На меня эти исправительные меры производили поражающее действие. Бабушка каждый день кого-нибудь бранила, иногда била по щекам своим башмаком повара, драла за волосы девчонок, но о розгах и помина не было. В доме отца я нашла другое, там, вскоре по моем приезде, однажды в открытое окно до меня долетели слабые стоны, со мной сделался такой нервный припадок, что весь дом встревожился. Отец перепугался до смерти, и розги были заброшены.
— Ну их к черту! — говорил отец. — Да и мерзавца, чрез которого вся эта кутерьма.
После того долго не было и помина о розгах, как вдруг раз после обеда вбежала ко мне в комнату одна из наших дворовых женщин, бледная, трепещущая, с расстроенным видом, и упала мне в ноги, говоря торопливо: «Матушка барышня, спасите — сына повели на конюшню!» Я вздрогнула и вне себя бросилась из комнаты во двор. Отец весело шел по двору, а за ним человек десять прислуги и провинившийся. Он, видимо, бодрился, но в лице заметна была тревога. Я бежала по двору за отцом, догнала его, рыдая бросилась ему в ноги, обняла их и не пустила его идти дальше.
— Чего ты жалеешь этих подлецов, — говаривал мне отец добродушно, видя мои умоляющие взоры, когда он начинал на кого-нибудь сердиться, — как тебе не стыдно плакать о них! прислуга балуется, ты мне руки вяжешь. Ведь с этим народом добром ничего не поделаешь. И стоят ли они твоих слез!
— Если они такие дурные, зачем вы их держите? — возражала я. — Отпустите на волю.
— Лучше не суйся рассуждать о таких предметах, о которых не имеешь понятия, — замечал отец.
В этот период жизни моей в доме отца розги были отменены; только от времени до времени мне случалось видеть то слугу с распухшей щекой и раскрасневшимся лицом, то горничную расплаканную, с растрепанными волосами. Этого рода события строго приказано было содержать от меня в тайне. Отец меня любил и огорчать боялся. Большей же частью отца моего не бывало дома. Он ездил то по соседям, то в Тверь, в Москву, а я оставалась дома с бабушкой по моей матери. Она жила в Корчеве и по переезде моем к отцу с своей квартиры перебралась к нам. Старушка была добродушна и суетлива, но ни в чем не стесняла меня, молча вязала чулок, покачивая в раздумье головой, и только беспокоилась, чтобы я не испортила себе глаза, видя, как много я читаю и пишу.

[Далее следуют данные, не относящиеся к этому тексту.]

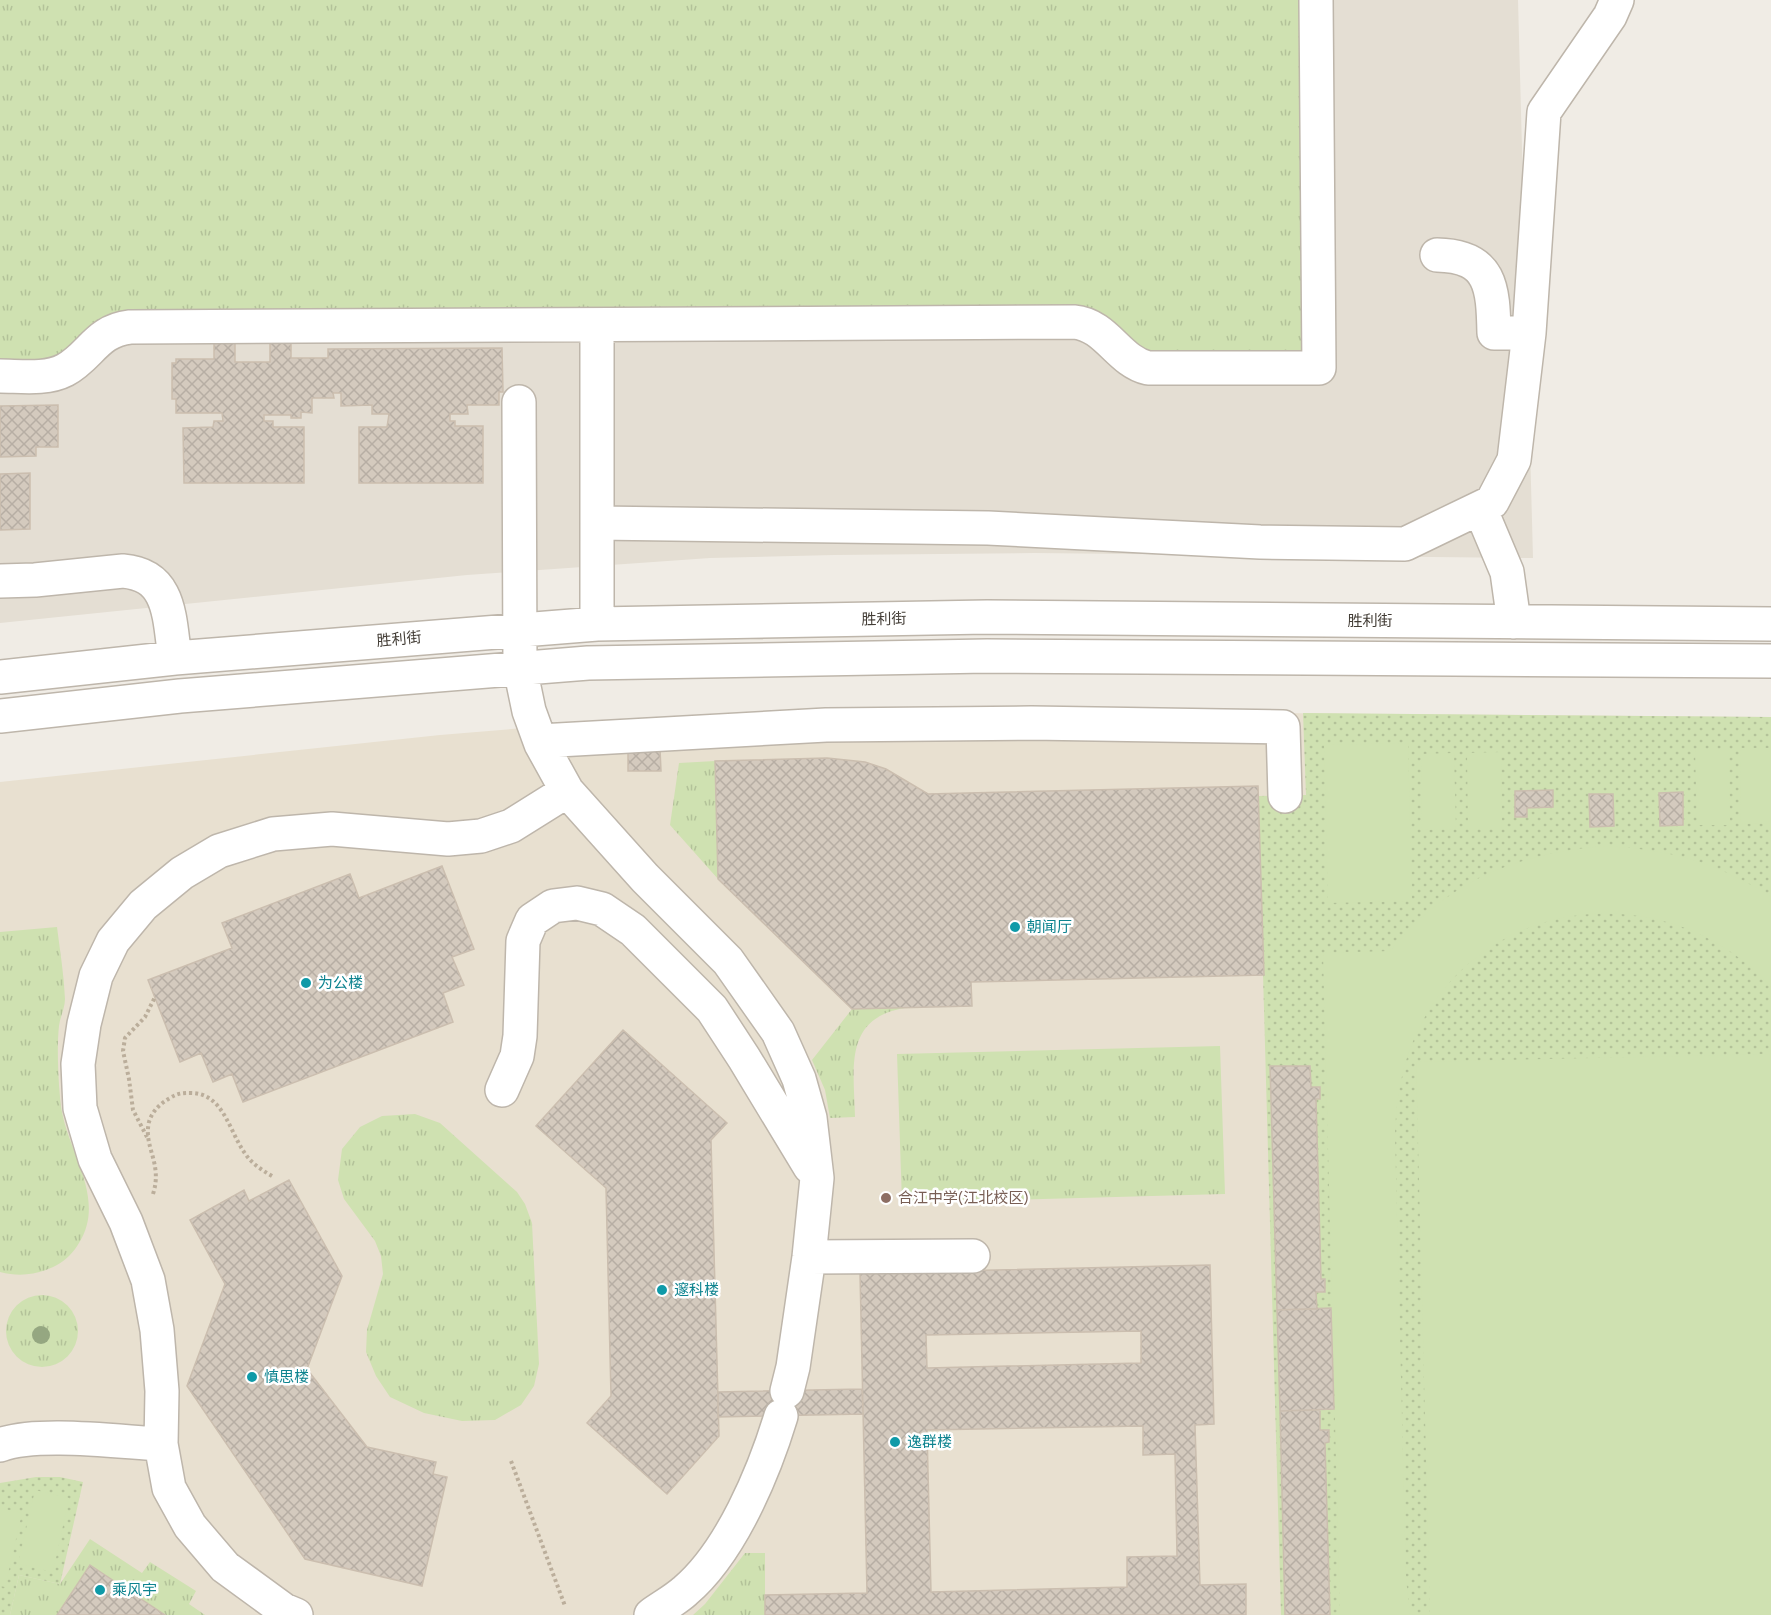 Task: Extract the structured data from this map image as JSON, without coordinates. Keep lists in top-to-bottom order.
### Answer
{
  "streets": {
    "street": ["胜利街"]
  },
  "places": [
    "朝闻厅",
    "为公楼",
    "合江中学(江北校区)",
    "邃科楼",
    "慎思楼",
    "逸群楼",
    "乘风宇"
  ]
} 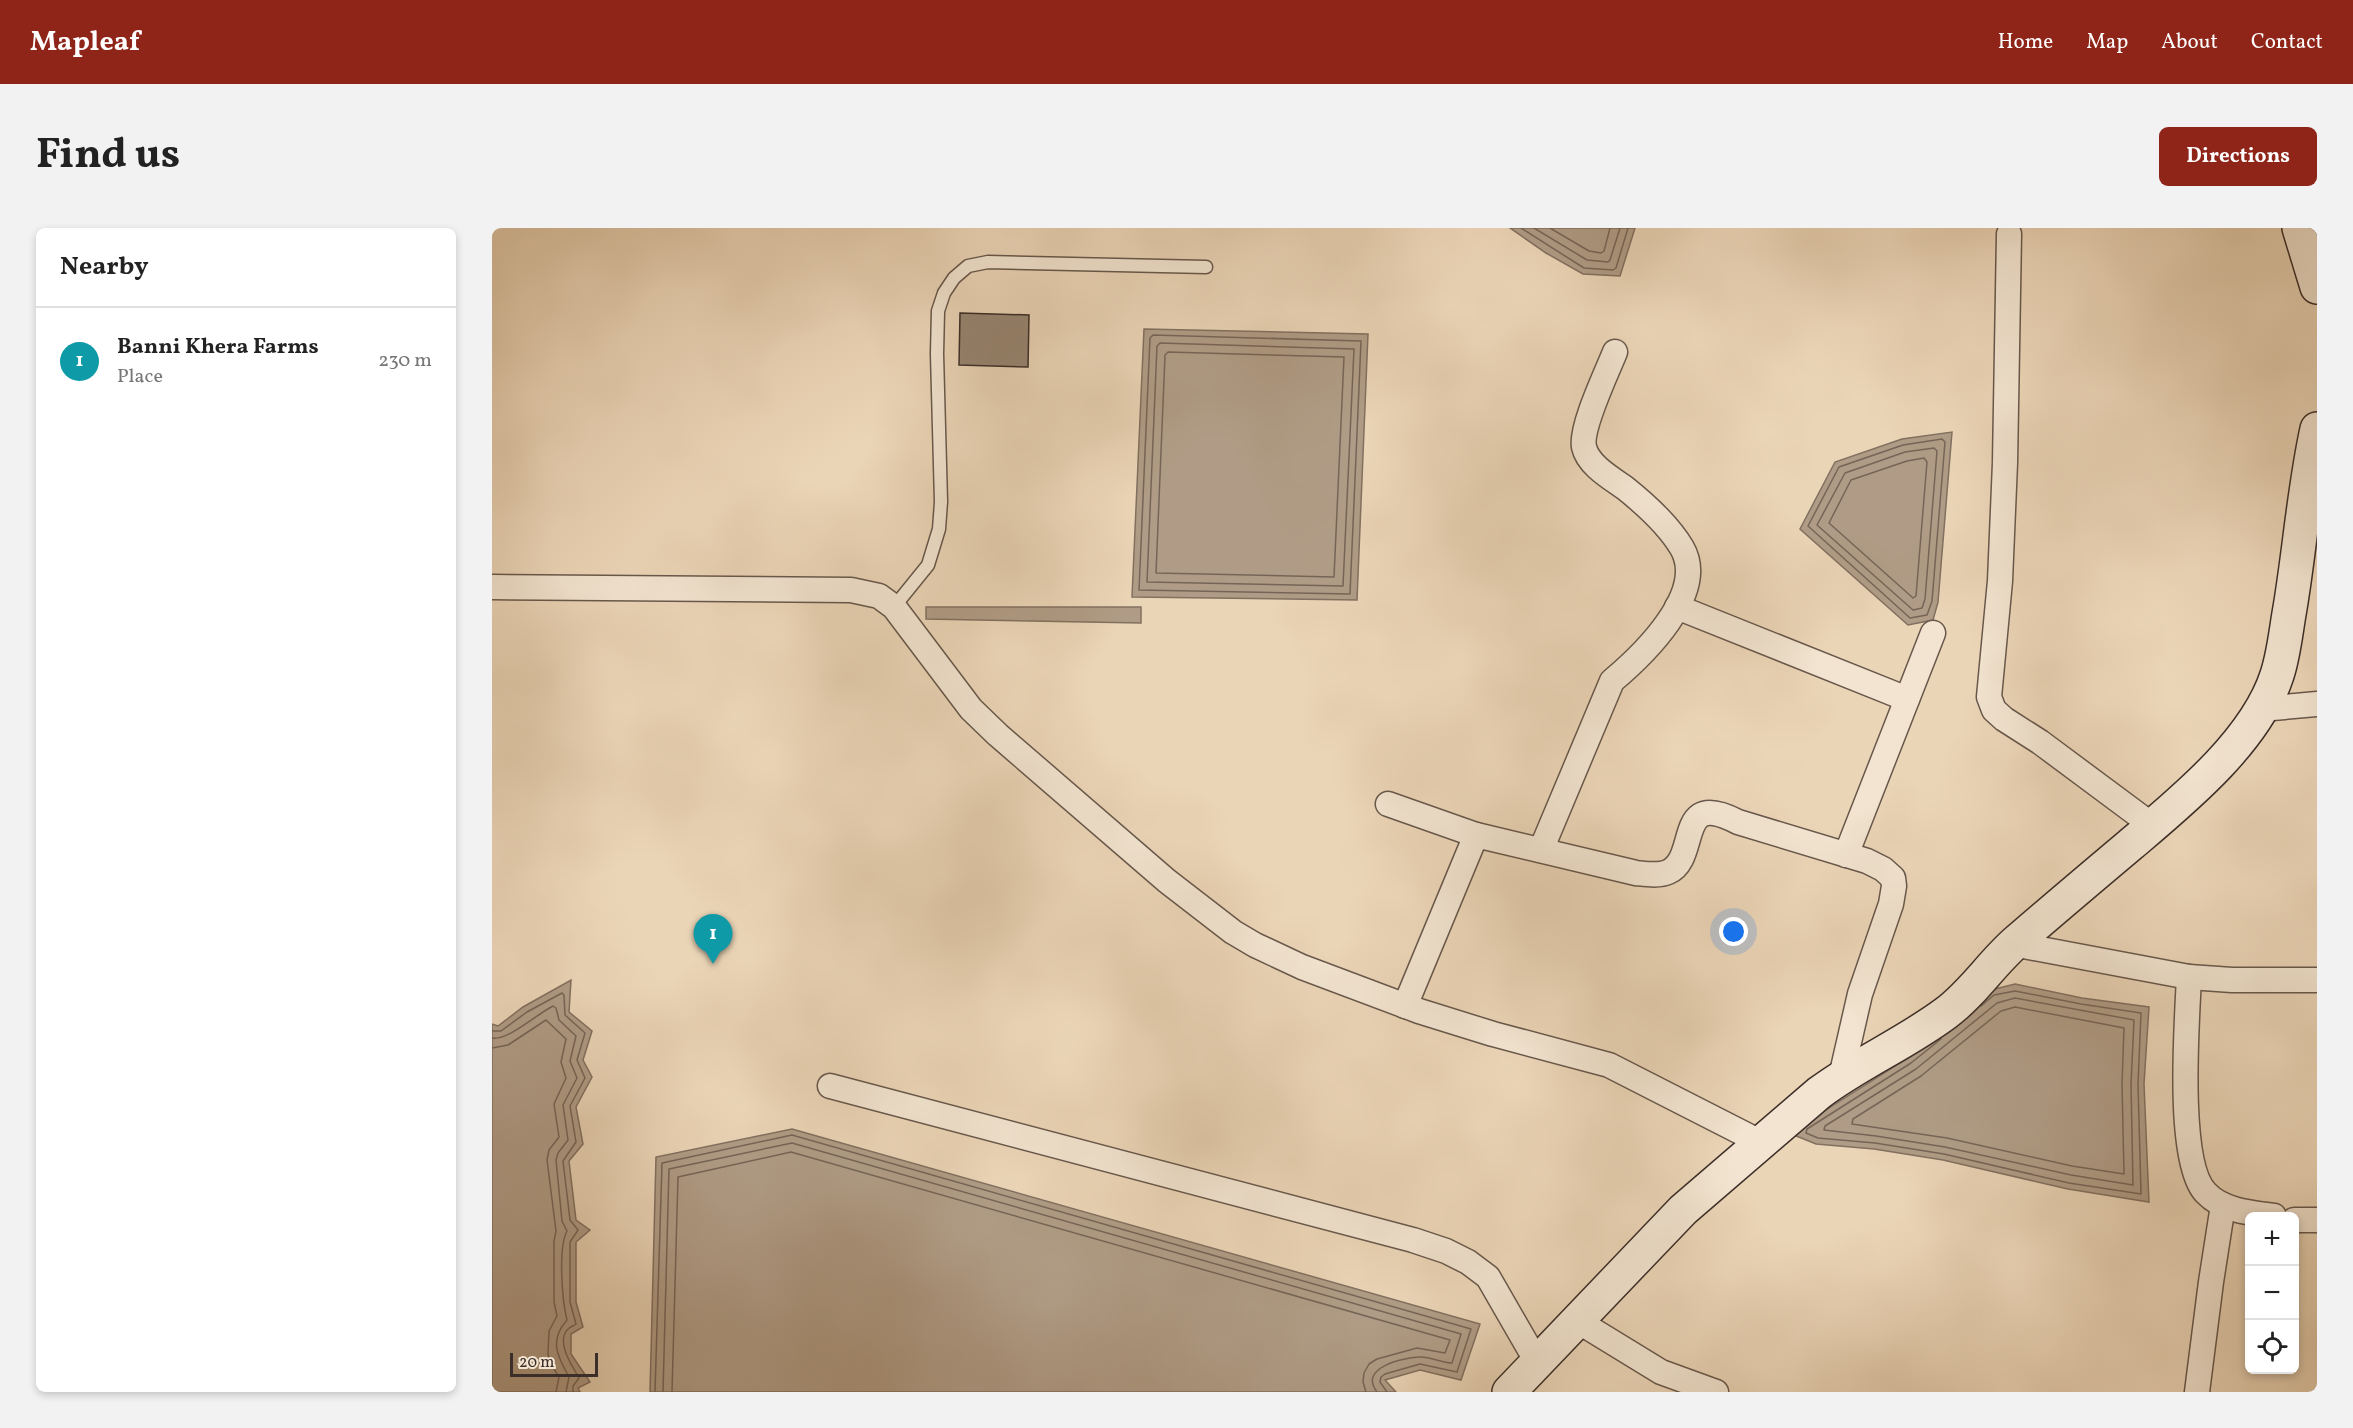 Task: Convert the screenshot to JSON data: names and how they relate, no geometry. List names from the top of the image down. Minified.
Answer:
{"scale_bar":"20 m","page":{"header":"Mapleaf","nav":["Home","Map","About","Contact"],"title":"Find us","buttons":"Directions","heading":"Nearby","list":[{"mark":"1","name":"Banni Khera Farms","note":"Place","value":"230 m"}],"pins":"1","map_buttons":["+","−"],"scale":"20 m"}}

Когда отец ездил в дома семейные, то иногда и меня брал с собою. Чаще всех он возил меня к баронессе Корф, урожденной Нарышкиной. Она жила с мужем, лишенным употребления ног, в их богатом селе Эдимонове, на берегу Волги{7}. Оба были стары и жили одни. Две дочери их были замужем, а единственный сын служил в Петербурге, в гусарах. Старый барон очень любил меня, часто, подозвавши к своим креслам, гладил меня по голове, расспрашивал о занятиях и улыбался моим ответам.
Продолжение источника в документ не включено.